What to produce: Please reproduce all entries word for word and omit their pictures.

Dataset entries:
****************************************
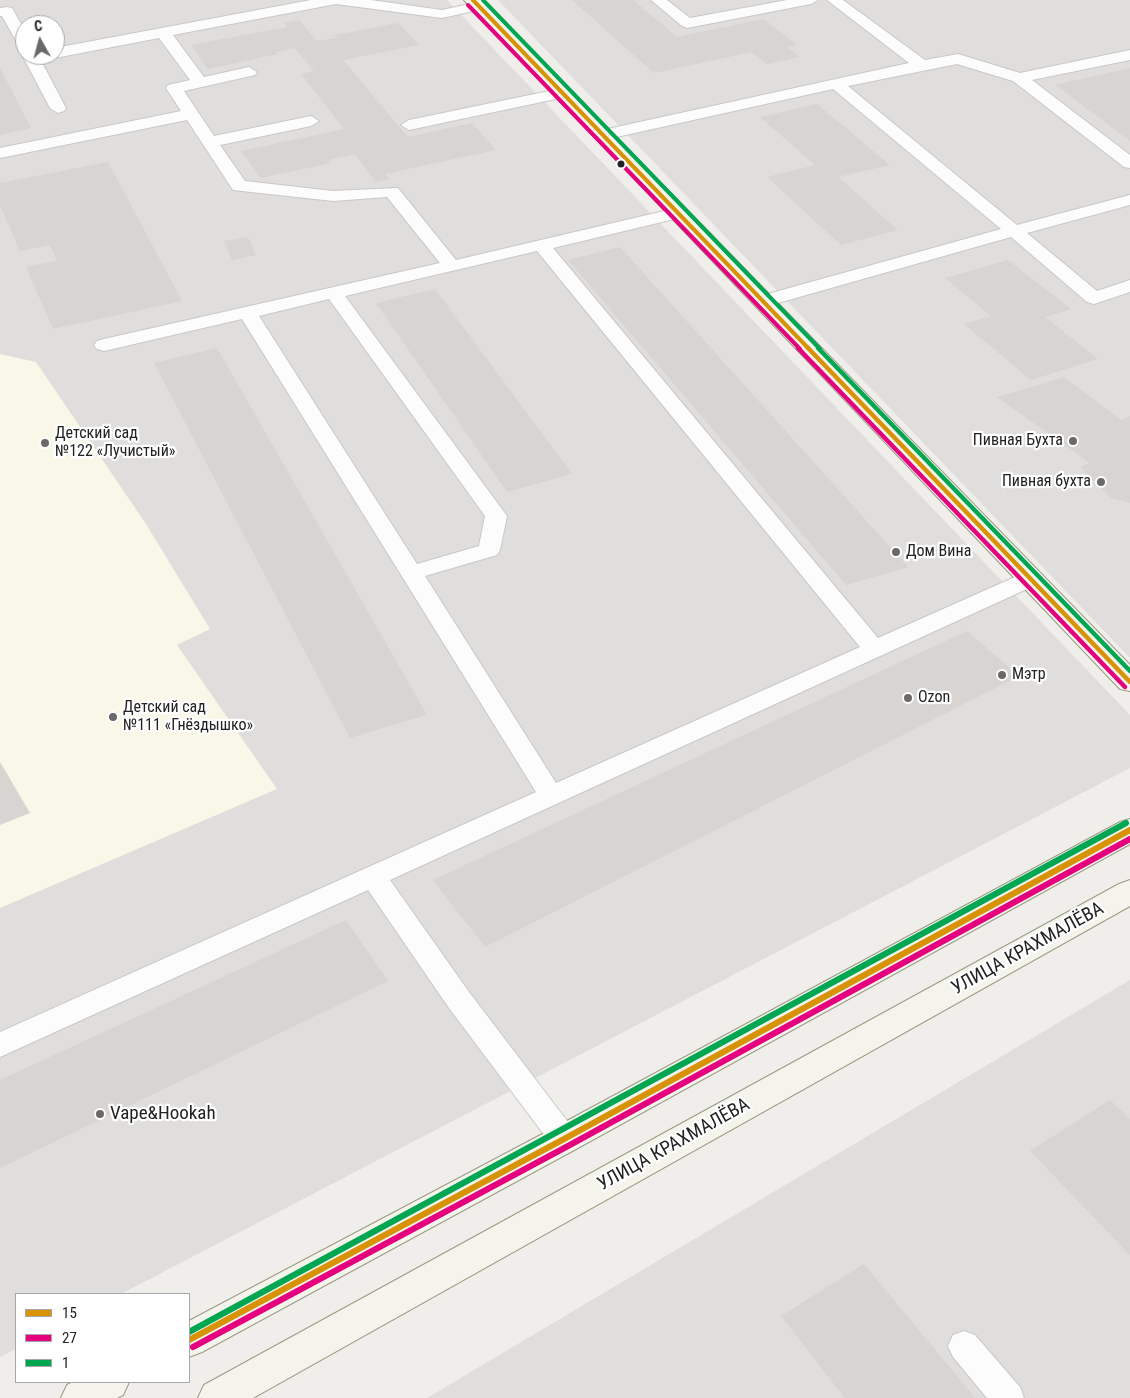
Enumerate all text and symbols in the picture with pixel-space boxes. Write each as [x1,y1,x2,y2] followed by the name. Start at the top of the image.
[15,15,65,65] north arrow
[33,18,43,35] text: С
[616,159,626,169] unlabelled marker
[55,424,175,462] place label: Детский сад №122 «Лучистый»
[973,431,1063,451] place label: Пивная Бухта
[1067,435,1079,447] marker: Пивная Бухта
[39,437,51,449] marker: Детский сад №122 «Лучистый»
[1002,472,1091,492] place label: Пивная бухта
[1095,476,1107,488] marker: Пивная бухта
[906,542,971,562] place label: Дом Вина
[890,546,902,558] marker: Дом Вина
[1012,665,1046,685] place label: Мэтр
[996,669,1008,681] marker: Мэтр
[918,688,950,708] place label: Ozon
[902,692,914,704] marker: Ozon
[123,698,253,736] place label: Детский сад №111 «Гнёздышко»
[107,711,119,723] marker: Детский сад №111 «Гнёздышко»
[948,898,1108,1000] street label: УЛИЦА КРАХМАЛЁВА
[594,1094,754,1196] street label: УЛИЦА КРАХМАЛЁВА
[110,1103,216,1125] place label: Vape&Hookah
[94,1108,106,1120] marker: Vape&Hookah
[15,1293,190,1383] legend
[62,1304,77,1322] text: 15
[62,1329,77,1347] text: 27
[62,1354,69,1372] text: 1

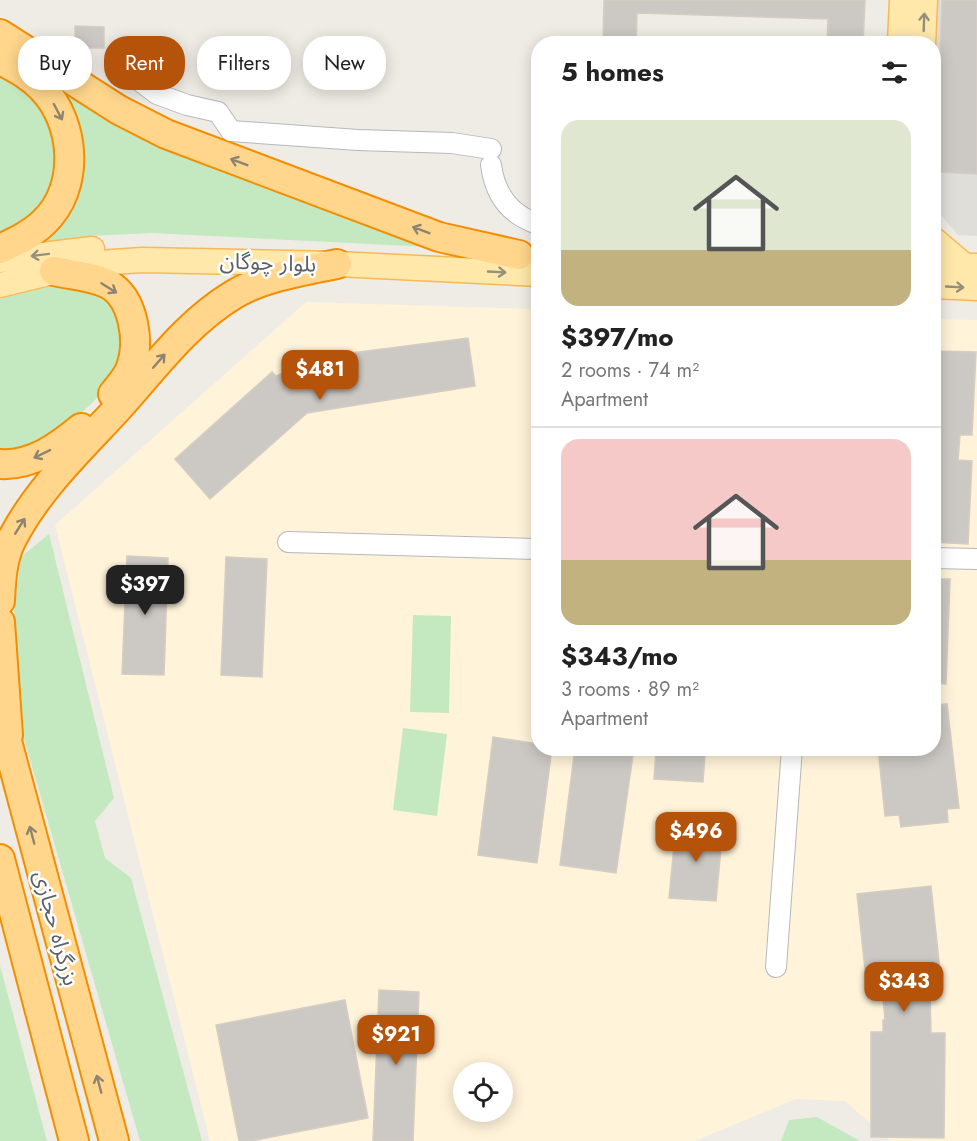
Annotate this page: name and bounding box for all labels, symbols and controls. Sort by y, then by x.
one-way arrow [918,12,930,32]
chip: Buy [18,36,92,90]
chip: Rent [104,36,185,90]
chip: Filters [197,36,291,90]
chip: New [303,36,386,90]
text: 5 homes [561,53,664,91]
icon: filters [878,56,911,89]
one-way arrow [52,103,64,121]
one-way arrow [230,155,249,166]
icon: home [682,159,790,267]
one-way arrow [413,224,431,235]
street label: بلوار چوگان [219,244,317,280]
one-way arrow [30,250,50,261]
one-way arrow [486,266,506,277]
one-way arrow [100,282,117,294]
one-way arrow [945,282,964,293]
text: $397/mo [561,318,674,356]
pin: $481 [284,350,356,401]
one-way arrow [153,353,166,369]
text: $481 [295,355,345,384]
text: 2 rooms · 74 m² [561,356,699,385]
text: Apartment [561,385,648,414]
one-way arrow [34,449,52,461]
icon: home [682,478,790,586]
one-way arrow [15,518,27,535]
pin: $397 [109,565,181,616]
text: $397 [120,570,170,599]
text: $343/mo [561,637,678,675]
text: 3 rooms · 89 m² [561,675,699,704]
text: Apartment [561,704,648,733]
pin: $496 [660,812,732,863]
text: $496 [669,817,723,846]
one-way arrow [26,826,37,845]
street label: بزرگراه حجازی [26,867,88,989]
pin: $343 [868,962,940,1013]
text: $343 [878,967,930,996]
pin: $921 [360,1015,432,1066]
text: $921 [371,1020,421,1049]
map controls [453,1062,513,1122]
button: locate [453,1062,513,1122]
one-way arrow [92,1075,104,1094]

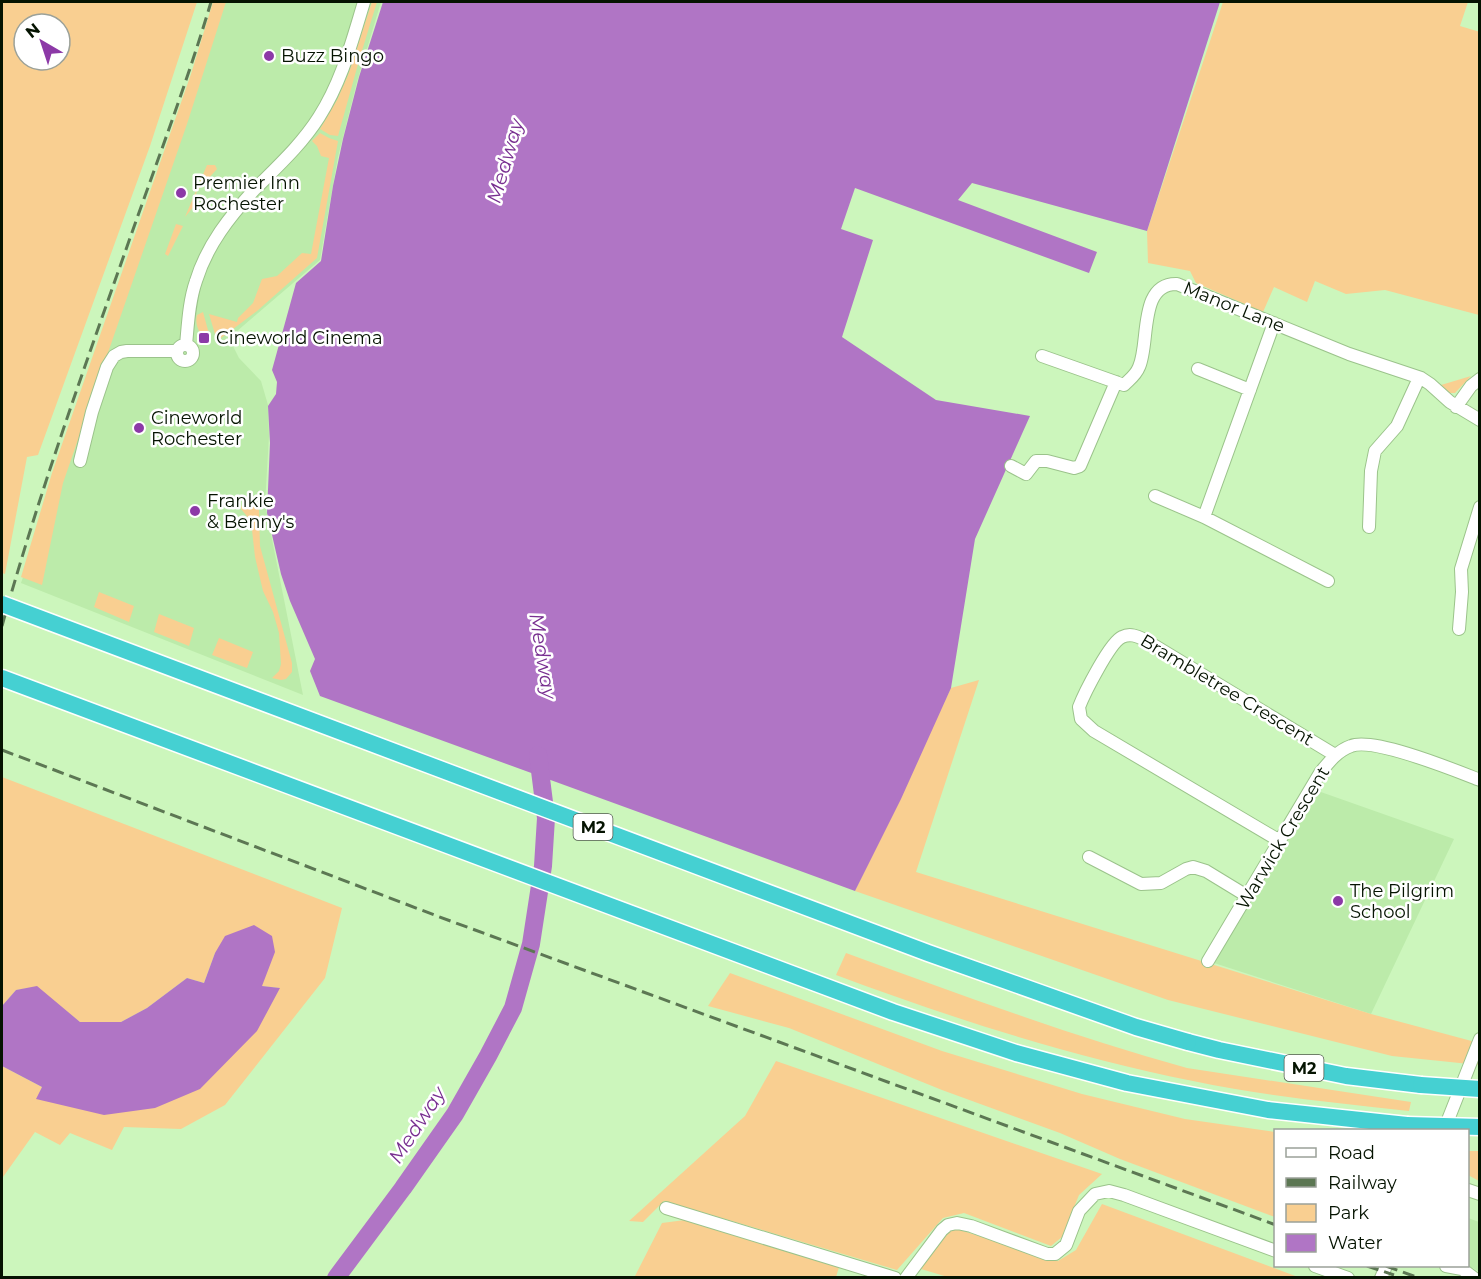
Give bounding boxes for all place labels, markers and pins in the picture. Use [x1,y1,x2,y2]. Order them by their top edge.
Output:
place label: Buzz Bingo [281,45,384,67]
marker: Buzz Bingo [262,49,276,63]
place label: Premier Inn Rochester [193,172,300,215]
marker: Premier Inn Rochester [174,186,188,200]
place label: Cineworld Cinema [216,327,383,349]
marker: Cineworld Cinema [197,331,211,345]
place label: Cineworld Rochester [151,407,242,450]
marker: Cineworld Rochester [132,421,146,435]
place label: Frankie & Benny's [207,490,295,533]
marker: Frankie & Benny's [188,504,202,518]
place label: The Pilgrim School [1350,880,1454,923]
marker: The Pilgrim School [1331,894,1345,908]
****************************************
Exercise solution:
Enumerate all text and symbols in the picture with pixel-space boxes. Write each as [x1,y1,x2,y2] followed by the name. Start at the top of the image.
[15,15,65,65] north arrow
[33,18,43,35] text: С
[616,159,626,169] unlabelled marker
[55,424,175,462] place label: Детский сад №122 «Лучистый»
[973,431,1063,451] place label: Пивная Бухта
[1067,435,1079,447] marker: Пивная Бухта
[39,437,51,449] marker: Детский сад №122 «Лучистый»
[1002,472,1091,492] place label: Пивная бухта
[1095,476,1107,488] marker: Пивная бухта
[906,542,971,562] place label: Дом Вина
[890,546,902,558] marker: Дом Вина
[1012,665,1046,685] place label: Мэтр
[996,669,1008,681] marker: Мэтр
[918,688,950,708] place label: Ozon
[902,692,914,704] marker: Ozon
[123,698,253,736] place label: Детский сад №111 «Гнёздышко»
[107,711,119,723] marker: Детский сад №111 «Гнёздышко»
[948,898,1108,1000] street label: УЛИЦА КРАХМАЛЁВА
[594,1094,754,1196] street label: УЛИЦА КРАХМАЛЁВА
[110,1103,216,1125] place label: Vape&Hookah
[94,1108,106,1120] marker: Vape&Hookah
[15,1293,190,1383] legend
[62,1304,77,1322] text: 15
[62,1329,77,1347] text: 27
[62,1354,69,1372] text: 1

Annotate this page: name and bounding box for all labels, symbols and controls. Sort by y, then by x.
one-way arrow [918,12,930,32]
chip: Buy [18,36,92,90]
chip: Rent [104,36,185,90]
chip: Filters [197,36,291,90]
chip: New [303,36,386,90]
text: 5 homes [561,53,664,91]
icon: filters [878,56,911,89]
one-way arrow [52,103,64,121]
one-way arrow [230,155,249,166]
icon: home [682,159,790,267]
one-way arrow [413,224,431,235]
street label: بلوار چوگان [219,244,317,280]
one-way arrow [30,250,50,261]
one-way arrow [486,266,506,277]
one-way arrow [100,282,117,294]
one-way arrow [945,282,964,293]
text: $397/mo [561,318,674,356]
pin: $481 [284,350,356,401]
one-way arrow [153,353,166,369]
text: $481 [295,355,345,384]
text: 2 rooms · 74 m² [561,356,699,385]
text: Apartment [561,385,648,414]
one-way arrow [34,449,52,461]
icon: home [682,478,790,586]
one-way arrow [15,518,27,535]
pin: $397 [109,565,181,616]
text: $397 [120,570,170,599]
text: $343/mo [561,637,678,675]
text: 3 rooms · 89 m² [561,675,699,704]
text: Apartment [561,704,648,733]
pin: $496 [660,812,732,863]
text: $496 [669,817,723,846]
one-way arrow [26,826,37,845]
street label: بزرگراه حجازی [26,867,88,989]
pin: $343 [868,962,940,1013]
text: $343 [878,967,930,996]
pin: $921 [360,1015,432,1066]
text: $921 [371,1020,421,1049]
map controls [453,1062,513,1122]
button: locate [453,1062,513,1122]
one-way arrow [92,1075,104,1094]

Give bounding boxes for all place labels, markers and pins in the picture. Use [x1,y1,x2,y2]. Order them by their top edge.
Output:
place label: Buzz Bingo [281,45,384,67]
marker: Buzz Bingo [262,49,276,63]
place label: Premier Inn Rochester [193,172,300,215]
marker: Premier Inn Rochester [174,186,188,200]
place label: Cineworld Cinema [216,327,383,349]
marker: Cineworld Cinema [197,331,211,345]
place label: Cineworld Rochester [151,407,242,450]
marker: Cineworld Rochester [132,421,146,435]
place label: Frankie & Benny's [207,490,295,533]
marker: Frankie & Benny's [188,504,202,518]
place label: The Pilgrim School [1350,880,1454,923]
marker: The Pilgrim School [1331,894,1345,908]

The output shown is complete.